Мнение Винкельмана было несравненно более глубоким, когда он обобщил всё античное искусство с точки зрения пластического идеала, что побудило филологов, прежде всего немецких, пересмотреть всю греческую античность вообще и исключительно – что, пожалуй, было уж слишком – под углом зрения этого пластического идеала; это направление достигло своей вершины в лице О. Мюллера, особенно в его археологических изысканиях.

История искусств находится ещё в начале своего пути. Чем дальше она проникает в суть искусства, развивая все больше новых моментов, новых подходов, тем скорее она подойдёт к тому, чтобы изучать идею прекрасного не только в изобразительных искусствах, поэзии или музыке и т. д., а познавать их единовременное движение; и она будет познавать это движение лишь по мере того, как она будет учитывать, и прослеживать его внутреннюю связь со всеми другими движущимися идеями. Идея красоты в равной мере будет продвигаться вперед как познанная красота идей.

 

в) Истинное и науки. § 65(70)

 

Может показаться большой дерзостью обобщать в одной главе те бесконечно обширные области, которые мы по праву и с гордостью именуем областями науки. Но название этой главы, как я полагаю, содержит самую сердцевину научной жизни, великого нравственного сообщества, которое, хотя и не все в нём заняты, становится для всех благодатным и которому все причастны зачастую самым удивительным образом.

Что Бог есть истина, является глубоким догматом нашей религии. Человек не есть истина, а отпечаток её; у него есть идея истины, и в его поисках истины эта идея развертывается во всё новых и более смелых открытиях.

 

 

Но эти поиски имманентны человеку и заложены в сущности духа, который должен замыкаться в себе, быть Я, иметь себя как целостность.

По отношению ко всем реальностям, внешнему миру, существам одного с ним вида, своему собственному наличному бытию в пространстве и времени наше Я имеет покой бытия с самим собой только тогда, когда оно понимает все те меняющиеся и колеблющиеся явления как лежащие на периферии и соотнесённые с собой, определённые из себя, как явления некоего содержания, важного для него. И понимая их, таким образом, конечное Я становится выше своей бренности, а именно чувством, подлинностью некой целостности, которая есть истина.

История идеи истины начинается в незапамятные времена, можно было бы сказать, с первого произнесённого слова. Ибо, произнеся это первое слово, человеческая природа показала, что она не обречена, как животное, выражать себя в слепом крике, междометии, а различает, познаёт и, как говорится в книге Бытия, даёт свое имя вещам: «Ибо как человек их назовёт, так они и должны называться» (Бытие, 1,19). Бог их создал, а человек назвал.

В языке человек приступает к делу своего творения; из имён, т. е. понятий вещей, человек строил свое творение.
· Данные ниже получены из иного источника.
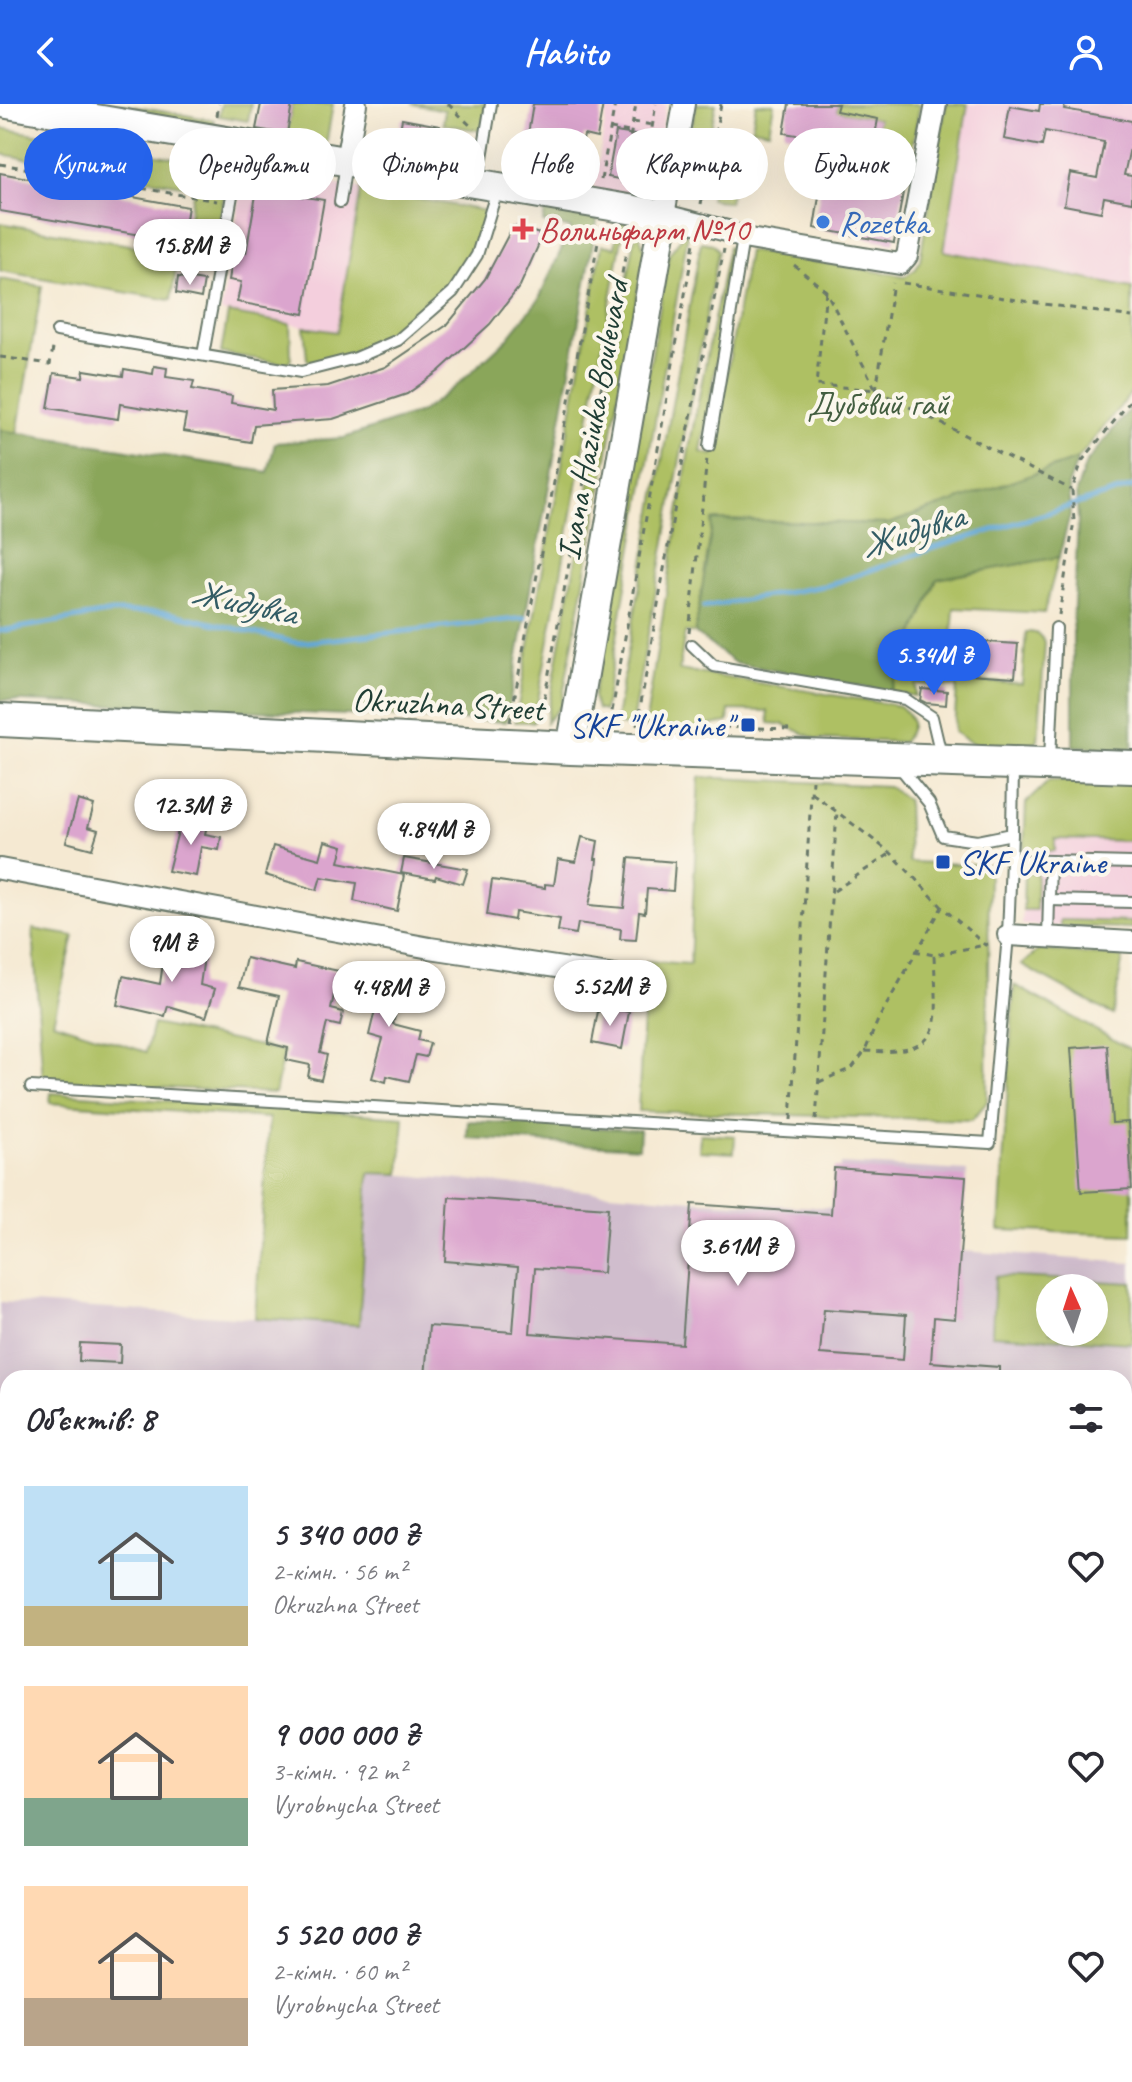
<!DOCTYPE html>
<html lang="uk">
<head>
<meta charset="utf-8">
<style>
	:root { --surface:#fff; --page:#f2f2f3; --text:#2b2b33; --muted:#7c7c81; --accent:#2563eb }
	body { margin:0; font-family:Caveat,sans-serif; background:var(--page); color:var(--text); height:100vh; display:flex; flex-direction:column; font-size:30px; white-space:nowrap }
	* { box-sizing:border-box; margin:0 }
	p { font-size:26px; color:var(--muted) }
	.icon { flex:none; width:44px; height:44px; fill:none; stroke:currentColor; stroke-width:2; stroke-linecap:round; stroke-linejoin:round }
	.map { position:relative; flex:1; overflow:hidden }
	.drawer { position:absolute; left:0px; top:1266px; width:1132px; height:712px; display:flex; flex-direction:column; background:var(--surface); border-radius:24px 24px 0 0; box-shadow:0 8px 32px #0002 }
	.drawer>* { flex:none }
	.top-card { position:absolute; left:24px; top:24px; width:1084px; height:72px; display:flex; gap:16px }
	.needle { width:52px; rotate:357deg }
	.fabs { position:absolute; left:1036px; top:1170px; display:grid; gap:16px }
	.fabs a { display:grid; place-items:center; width:72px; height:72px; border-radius:50%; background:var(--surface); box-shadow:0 8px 32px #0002; font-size:40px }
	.price { position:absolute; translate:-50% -68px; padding:0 18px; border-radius:28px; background:#fff; color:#222; font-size:26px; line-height:52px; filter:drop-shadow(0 2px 4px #0008) }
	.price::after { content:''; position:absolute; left:50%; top:48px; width:24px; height:18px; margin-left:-12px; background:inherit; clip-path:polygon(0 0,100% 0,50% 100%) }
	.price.active { background:var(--accent); color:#fff }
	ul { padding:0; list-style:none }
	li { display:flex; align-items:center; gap:24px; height:200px; padding:0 24px }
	li span { display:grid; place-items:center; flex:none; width:224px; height:160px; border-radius:0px; color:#555 }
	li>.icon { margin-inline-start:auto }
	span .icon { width:96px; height:96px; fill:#fffc; stroke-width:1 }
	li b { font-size:34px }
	h2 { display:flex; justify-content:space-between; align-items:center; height:96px; padding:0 24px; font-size:34px }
	.chip { padding:0 28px; border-radius:36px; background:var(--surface); box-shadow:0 8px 32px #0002; font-size:28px; line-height:72px }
	.chip.active { background:var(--accent); color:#fff }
	header { display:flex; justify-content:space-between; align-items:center; height:104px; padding:0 24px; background:var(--accent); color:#fff; font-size:36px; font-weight:700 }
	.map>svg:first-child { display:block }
</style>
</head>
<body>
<header><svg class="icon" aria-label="back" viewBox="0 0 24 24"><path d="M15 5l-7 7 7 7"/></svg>Habito<svg class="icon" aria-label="person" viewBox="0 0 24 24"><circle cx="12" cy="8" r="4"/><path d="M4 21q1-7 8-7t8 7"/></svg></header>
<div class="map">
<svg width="1132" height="1978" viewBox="0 0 1132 1978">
	<rect width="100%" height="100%" fill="#fbf7ec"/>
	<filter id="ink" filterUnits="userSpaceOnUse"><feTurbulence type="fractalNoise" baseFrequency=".0125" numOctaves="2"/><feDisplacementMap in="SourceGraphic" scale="16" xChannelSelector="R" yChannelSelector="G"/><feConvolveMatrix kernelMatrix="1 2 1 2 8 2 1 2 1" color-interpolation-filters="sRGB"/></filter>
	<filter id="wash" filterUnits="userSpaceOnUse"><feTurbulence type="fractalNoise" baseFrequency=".006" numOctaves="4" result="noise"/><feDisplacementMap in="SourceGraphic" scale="32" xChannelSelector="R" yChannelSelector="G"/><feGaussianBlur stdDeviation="1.8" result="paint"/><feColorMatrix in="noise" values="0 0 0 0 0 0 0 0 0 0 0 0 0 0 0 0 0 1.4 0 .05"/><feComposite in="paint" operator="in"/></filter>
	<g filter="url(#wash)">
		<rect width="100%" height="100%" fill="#f5e9d2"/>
		<!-- built -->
		<g fill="#f4cfdd">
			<path d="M608,0h58l-17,100 -56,-10z"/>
			<path d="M968,0h164v184l-189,-37z"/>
			<path d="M245,66l116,19 -25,143 -115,-20z"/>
			<path d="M1055,735l77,2v87l-110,-3 2,-75 30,1z"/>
		</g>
		<!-- industrial -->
		<path fill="#d0bdcd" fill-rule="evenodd" d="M841,1060l126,7 -6,80 171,12v819h-1132v-780l359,23 10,-153 334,29 134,7zM1050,1184h44v44h-44zM8,1274h1116v696h-1116z"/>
		<!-- green -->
		<g fill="#aec064" stroke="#667e4c" stroke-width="2" fill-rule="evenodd">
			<path d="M58,0h61l95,16 -2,11z"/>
			<path d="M221,0h30l-3,17 -29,-5z"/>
			<path d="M292,0h41l-7,41 -40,-7z"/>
			<path d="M412,0h74l-4,27 -39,-7 2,-14z"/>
			<path d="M696,0h20l-16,81 -19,-3z"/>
			<path d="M756,0h18l-5,27 -17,-3z"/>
			<path d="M838,0h82l-14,79 -42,-7 8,-21 6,-36 -37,-7 -6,7z"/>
			<path d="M946,0h22l-24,147 188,37v104l-54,67 -190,65 -175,-4 -18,113 -10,-1 -6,38 221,36c15,13 14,21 3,36l-86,-3 -35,-15 -13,-1 -1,-12 -39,-1 -1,12 -33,6 -50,-1 45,-284 38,-196 7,2 -34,203 12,3 35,-204 157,25 11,-7 4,-9z"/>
			<path d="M0,24l229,39 -18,107 -35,-5 -5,31 -171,-29v-48l183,31 11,-67 -194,-33z"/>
			<path d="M723,27l19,4 -13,67 -19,-3 7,-33 15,2 4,-22 -15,-3z"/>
			<path d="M361,85l125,22 -14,42 -23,36 -54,46 -41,18 -41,10 -6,-4 -3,-32 33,5z"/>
			<path d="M620,116l5,1 -91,501h-19l87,-477 13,2z"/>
			<path d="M637,123l8,25 -84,454 -15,16z"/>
			<path d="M684,130h4l-84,477 -7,-2 -4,-12 76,-443z"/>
			<path d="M701,138l12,2 5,7 -87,476 -16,-3z"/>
			<path d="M0,175l42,7 -25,147 -17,-3z"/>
			<path d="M228,209l62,11 1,34 -4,6 -66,-11z"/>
			<path d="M1059,453l-15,56 -90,-5 -5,72 73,4 4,-52c10,0 14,2 19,11l-7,97 -9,7 -54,-2 -21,-13 3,-45 -41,-3 -1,12 -25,-4 47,-113z"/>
			<path d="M699,673l189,9 19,14 2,62 80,3 -2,237 -15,18 -334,-9 8,-150 44,3z"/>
			<path d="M1049,677l83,2v58l-77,-2v12l-31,-1 2,-47z"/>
			<path d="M1024,769h13l-1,37h-13z"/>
			<path d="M1060,816l72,2v6l-72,-2z"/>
			<path d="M33,825l41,7 -21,86 93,30 7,-28 131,27 -9,42 -232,-11z"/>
			<path d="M1039,846l84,7 -10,58 -92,-50z"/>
			<path d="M1014,881l118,65v185l-133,-5z"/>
			<path d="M51,989l353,24 -4,57 -31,-1 -10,152 -104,-7 14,-200 -219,-15z"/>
			<path d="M700,1030l35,2 -1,17 -35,-2z"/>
			<path d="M995,1172l137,7v60l-140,-8zM1094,1184v44h-44v-44z"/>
			<path d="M0,1909l8,1v60h249v8h-257z"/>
		</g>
		<!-- forest -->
		<g fill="#8aa65a" stroke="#547247" stroke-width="2">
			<path d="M546,103l52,9 -92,506 -506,-22v-270l268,42 7,-29 69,-5 77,-26 34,-25 52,-48 32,-40 32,-71 -28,-5z"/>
			<path d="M1132,302v344l-59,-4v-120l5,-106 -2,-28 10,-29z"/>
			<path d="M1078,355l-10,27 2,29 -11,42 -122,22 -47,113 -155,-29 -40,-30 18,-113 175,4z"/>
			<path d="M468,1017l172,9 -1,18 -172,-10z"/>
		</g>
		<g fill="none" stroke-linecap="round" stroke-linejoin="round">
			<!-- stream -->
			<g stroke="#5fa6d6" stroke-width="5">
				<path d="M704,503l125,-22 105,-37 198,-61"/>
				<path d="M0,527l113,-19h52l132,31 228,-25"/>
			</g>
		</g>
		<g id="blocks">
			<!-- building -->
			<g fill="#dba5ce" fill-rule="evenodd">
				<path d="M261,0h31l-5,30 -31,-5z"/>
				<path d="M533,0h70l-6,34 -13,-3 -7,39 -54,-9z"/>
				<path d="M789,0h49l-2,7 42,8 -11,61 37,7 -10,56 -80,-15 14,-88 -44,-7z"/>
				<path d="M1040,0h25l-1,5 68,12v18l-8,36 8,1v26l-28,-5 -3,15 -37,-7 6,-32 27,5 7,-36 -59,-11 -3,15 -38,-7 6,-33 29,5z"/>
				<path d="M402,15l38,7 -4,21 -38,-7z"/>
				<path d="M616,28l31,5 -8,46 -31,-6z"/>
				<path d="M0,69l188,34 -6,35 -182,-31z"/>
				<path d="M257,85l67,11 -20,114 -67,-12 4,-20 -12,-2 5,-29 12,2z"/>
				<path d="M513,122l30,9 -23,51 -30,38 -51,47 -32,23 -74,25 -79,6 -3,17 -68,-11 3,-16 -66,-11 -2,15 -70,-11 6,-35 29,4 1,-7 39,6 1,-7 29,5 1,-8 13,2 -1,9 28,4 -2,8 40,7 -1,7 42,7 -1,-20 56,-4 57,-19 62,-42 38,-46z"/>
				<path d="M178,173l26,4 -3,17 -25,-5z"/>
				<path d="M955,536l63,4 -3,33 -62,-4z"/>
				<path d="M922,585l25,2 -1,14 -20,-2 -6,-3z"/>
				<path d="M78,696l16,5 -6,22 10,3 -6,19 -26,-7z"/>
				<path d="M181,715l26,6 -2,9 16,3 -2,13 -18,-3 -5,29 -28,-5z"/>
				<path d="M582,733l16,4 -3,18h2l-2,19 -6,27 35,3 5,-50 46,4 -2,29 -26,-2 -2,24 -6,-1 -3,28 -16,-1 1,-10 -43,-6 -2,11 -18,-3 2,-12 -45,-7 -1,8 -27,-5 5,-35 53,8v-4l9,1 4,-26 18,3z"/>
				<path d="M325,737l18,5 -4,16 65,13 -7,36 -43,-10 3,-18 -36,-6 -4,13 -52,-15 8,-29 47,13z"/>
				<path d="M404,754l64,11 -5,15 -27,-8 -1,3 -34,-6z"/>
				<path d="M191,836l15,3 -6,42 15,4 -9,28 -38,-11 -3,10 -48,-11 6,-29 37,8 6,-42 24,4z"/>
				<path d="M246,854l49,11 1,-7 43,9 -8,38 12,3 -3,14 -13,-3 -7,30 7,2 -6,25 -13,-3 2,-12 -24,-5 2,-12 -20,-5 11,-47 -40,-9z"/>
				<path d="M360,862l25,6 -3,12 15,4 -6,23 5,1 -3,12 27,7 -2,9 12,3 -4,14 -10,-2 -7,26 -22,-5 -1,6 -14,-4 11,-39 -14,-4 6,-25 -16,-4 6,-23 -9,-2z"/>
				<path d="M599,902l30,6 -7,37 -30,-6z"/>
				<path d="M1107,941l5,78 16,-1 4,67 -51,3 -10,-144z"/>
				<path d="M834,1064l132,9 -11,142 -21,-2 -3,45 68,5v11h-574l4,-52 84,6 5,-65 -73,-6 4,-64 159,11 -5,65 -68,-5 -5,65 152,11 10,-140 139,10zM824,1205l82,6 -3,45 -83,-6z"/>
				<path d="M80,1239l41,2 -1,18 -41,-2z"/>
			</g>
		</g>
	</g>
	<g filter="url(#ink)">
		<use href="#blocks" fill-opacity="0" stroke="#6a796b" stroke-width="2"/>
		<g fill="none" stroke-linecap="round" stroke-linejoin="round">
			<!-- lane casing -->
			<g stroke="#6a796b" stroke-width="14">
				<g id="lane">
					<path d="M478,77l13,-77"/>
					<path d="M340,98l6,-39"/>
					<path d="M57,227l244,41 55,-14 42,-18 55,-48 24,-37 21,-68"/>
					<path d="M203,251l38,-209"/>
					<path d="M709,342l34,-208"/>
					<path d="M692,541l22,21 191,33 27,18 9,38"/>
					<path d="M1050,655l6,-131"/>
					<path d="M898,661l31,38 14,33 34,5 35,-7 1,-65"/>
					<path d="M1010,756l122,3"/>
					<path d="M1049,796l83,2"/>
					<path d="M1048,833l2,-76"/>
					<path d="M31,983l959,56 18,-208 4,-101"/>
				</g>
			</g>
			<!-- street casing -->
			<g stroke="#6a796b" stroke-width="24">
				<g id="street">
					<path d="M684,0l-20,111 63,16 16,7 157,26 7,-8 29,-152"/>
					<path d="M346,57l10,-57"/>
					<path d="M0,765l430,79 205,31"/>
					<path d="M1008,831l124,7"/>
				</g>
			</g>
			<!-- secondary casing -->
			<g stroke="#6a796b" stroke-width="32">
				<path id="secondary" d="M7,0l657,111 -93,533"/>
			</g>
			<!-- primary casing -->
			<g stroke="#6a796b" stroke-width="36">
				<path id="primary" d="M0,616l571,28 561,19"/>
			</g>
			<!-- path -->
			<g stroke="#6a796b" stroke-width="3" stroke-dasharray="6 6" stroke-linecap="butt">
				<path d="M448,0l26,25"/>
				<path d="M217,12l2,-12"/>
				<path d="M633,18l20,3"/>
				<path d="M610,25l20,3"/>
				<path d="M369,35l44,8"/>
				<path d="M0,60l217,37"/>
				<path d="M601,76l14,-76"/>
				<path d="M622,80l14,-80"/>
				<path d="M642,83l14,-83"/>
				<path d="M701,100l20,-100"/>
				<path d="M794,161l32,26 50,99"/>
				<path d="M903,179l229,34"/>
				<path d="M826,187l-10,94 60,5 196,100"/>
				<path d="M0,253l50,7 4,-21"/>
				<path d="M876,286l17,-107"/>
				<path d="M1059,511l15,-94 -2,-31 10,-29 50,-62"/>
				<path d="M689,529l18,-175"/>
				<path d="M510,618l91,-496"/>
				<path d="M540,618l90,-492"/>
				<path d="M610,619l84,-480"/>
				<path d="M637,622l49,-284 38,-193"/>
				<path d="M723,623l68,2"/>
				<path d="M812,689l79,60 51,54 43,38 8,-3"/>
				<path d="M834,787l57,-38"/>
				<path d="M915,847l19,4 51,-10"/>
				<path d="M865,947c86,6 71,-31 69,-96"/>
				<path d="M819,978l33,-14 13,-17 13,-31 64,-113"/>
				<path d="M791,1016l21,-340"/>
				<path d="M816,1016l21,-308"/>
			</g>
			<!-- lane -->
			<use href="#lane" stroke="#fff" stroke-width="10"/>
			<!-- street -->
			<use href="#street" stroke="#fff" stroke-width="20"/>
			<!-- secondary -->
			<use href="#secondary" stroke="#fff" stroke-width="28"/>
			<!-- primary -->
			<use href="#primary" stroke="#fff" stroke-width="32"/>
		</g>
	</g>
	<!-- markers -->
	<circle fill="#3f7fe0" stroke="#fbf7ec" stroke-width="3" cx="823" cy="118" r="8"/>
	<path fill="#e0444e" stroke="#fbf7ec" stroke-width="3" d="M519 113h8v8h8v8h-8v8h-8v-8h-8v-8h8z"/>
	<g fill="#1a4fb4" stroke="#fbf7ec" stroke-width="3">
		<rect x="740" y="613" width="16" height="16" rx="4"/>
		<rect x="935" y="750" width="16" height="16" rx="4"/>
	</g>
	<g text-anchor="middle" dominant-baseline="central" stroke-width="8" stroke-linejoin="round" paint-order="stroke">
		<!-- shop labels -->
		<g font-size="34" fill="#366cbe" stroke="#fbf7ec" text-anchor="start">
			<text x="839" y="118">Rozetka</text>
		</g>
		<!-- health labels -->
		<g font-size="34" fill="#be3a42" stroke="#fbf7ec" text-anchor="start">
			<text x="539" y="125">Волиньфарм №10</text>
		</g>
		<!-- park labels -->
		<g font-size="34" fill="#435e40" stroke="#fbf7ec">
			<text x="878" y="299">Дубовий гай</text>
		</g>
		<!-- street labels -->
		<g font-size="34" fill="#1f3d34" stroke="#fbf7ec">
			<text transform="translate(592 316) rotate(-80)">Ivana Haziuka Boulevard</text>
			<text transform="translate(448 600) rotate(3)">Okruzhna Street</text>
		</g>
		<!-- transit labels -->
		<g font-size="34" fill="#164399" stroke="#fbf7ec" text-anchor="end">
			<text x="732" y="621">SKF "Ukraine"</text>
			<text x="959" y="758" text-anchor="start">SKF Ukraine</text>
		</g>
		<!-- water labels -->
		<g font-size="36" font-style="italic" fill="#325c65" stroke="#fbf7ec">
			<text transform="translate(912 427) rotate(-18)">Жидувка</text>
			<text transform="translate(244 498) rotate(12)">Жидувка</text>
		</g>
	</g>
</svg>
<div class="fabs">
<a><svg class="needle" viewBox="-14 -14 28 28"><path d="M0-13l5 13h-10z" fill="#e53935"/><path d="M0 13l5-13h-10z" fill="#7c7c81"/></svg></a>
</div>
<b class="price" style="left:190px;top:183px">15.8M ₴</b>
<b class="price active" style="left:934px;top:593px">5.34M ₴</b>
<b class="price" style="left:191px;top:743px">12.3M ₴</b>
<b class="price" style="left:434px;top:767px">4.84M ₴</b>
<b class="price" style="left:172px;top:880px">9M ₴</b>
<b class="price" style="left:610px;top:924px">5.52M ₴</b>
<b class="price" style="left:389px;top:925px">4.48M ₴</b>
<b class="price" style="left:738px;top:1184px">3.61M ₴</b>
<div class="top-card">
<a class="chip active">Купити</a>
<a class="chip">Орендувати</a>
<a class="chip">Фільтри</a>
<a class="chip">Нове</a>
<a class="chip">Квартира</a>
<a class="chip">Будинок</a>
</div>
<section class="drawer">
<h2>Об’єктів: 8<svg class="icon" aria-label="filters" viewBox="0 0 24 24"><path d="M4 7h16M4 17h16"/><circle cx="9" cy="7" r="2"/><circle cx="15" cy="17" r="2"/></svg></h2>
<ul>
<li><span style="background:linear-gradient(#bfe0f5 75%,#c2b280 0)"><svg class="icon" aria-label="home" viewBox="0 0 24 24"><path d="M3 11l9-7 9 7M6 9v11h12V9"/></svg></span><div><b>5 340 000 ₴</b><p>2-кімн. · 56 m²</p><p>Okruzhna Street</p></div><svg class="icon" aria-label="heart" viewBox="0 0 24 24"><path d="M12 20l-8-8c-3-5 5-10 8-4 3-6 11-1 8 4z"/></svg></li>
<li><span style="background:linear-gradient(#ffd9b3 70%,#7fa58c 0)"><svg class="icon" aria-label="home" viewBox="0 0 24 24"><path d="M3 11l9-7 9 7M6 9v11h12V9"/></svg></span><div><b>9 000 000 ₴</b><p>3-кімн. · 92 m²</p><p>Vyrobnycha Street</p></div><svg class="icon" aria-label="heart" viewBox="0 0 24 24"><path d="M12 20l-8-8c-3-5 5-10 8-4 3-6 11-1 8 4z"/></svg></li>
<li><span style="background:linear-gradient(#ffd9b3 70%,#b9a48a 0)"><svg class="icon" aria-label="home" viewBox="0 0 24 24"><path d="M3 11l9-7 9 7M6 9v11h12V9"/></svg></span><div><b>5 520 000 ₴</b><p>2-кімн. · 60 m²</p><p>Vyrobnycha Street</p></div><svg class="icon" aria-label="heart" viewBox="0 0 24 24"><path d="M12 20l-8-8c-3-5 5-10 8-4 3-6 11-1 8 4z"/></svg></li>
</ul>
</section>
</div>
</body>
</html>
Группе («Антей», 1831),34 выступая против спекулятивной философии, пытался доказать, что она ошибается и не может не ошибаться, не учитывая того, что понятия, каковые даёт язык, не идентичны тому, что они обозначают, следовательно, что развитая в словах и идеях система не совпадает с реальностями. Мнение, подобное материализму, само себя бьёт, ибо, по крайней мере, слова и мысли Группе имеют то свойство, что они ничего не говорят и не соответствуют тому, о чем он говорит.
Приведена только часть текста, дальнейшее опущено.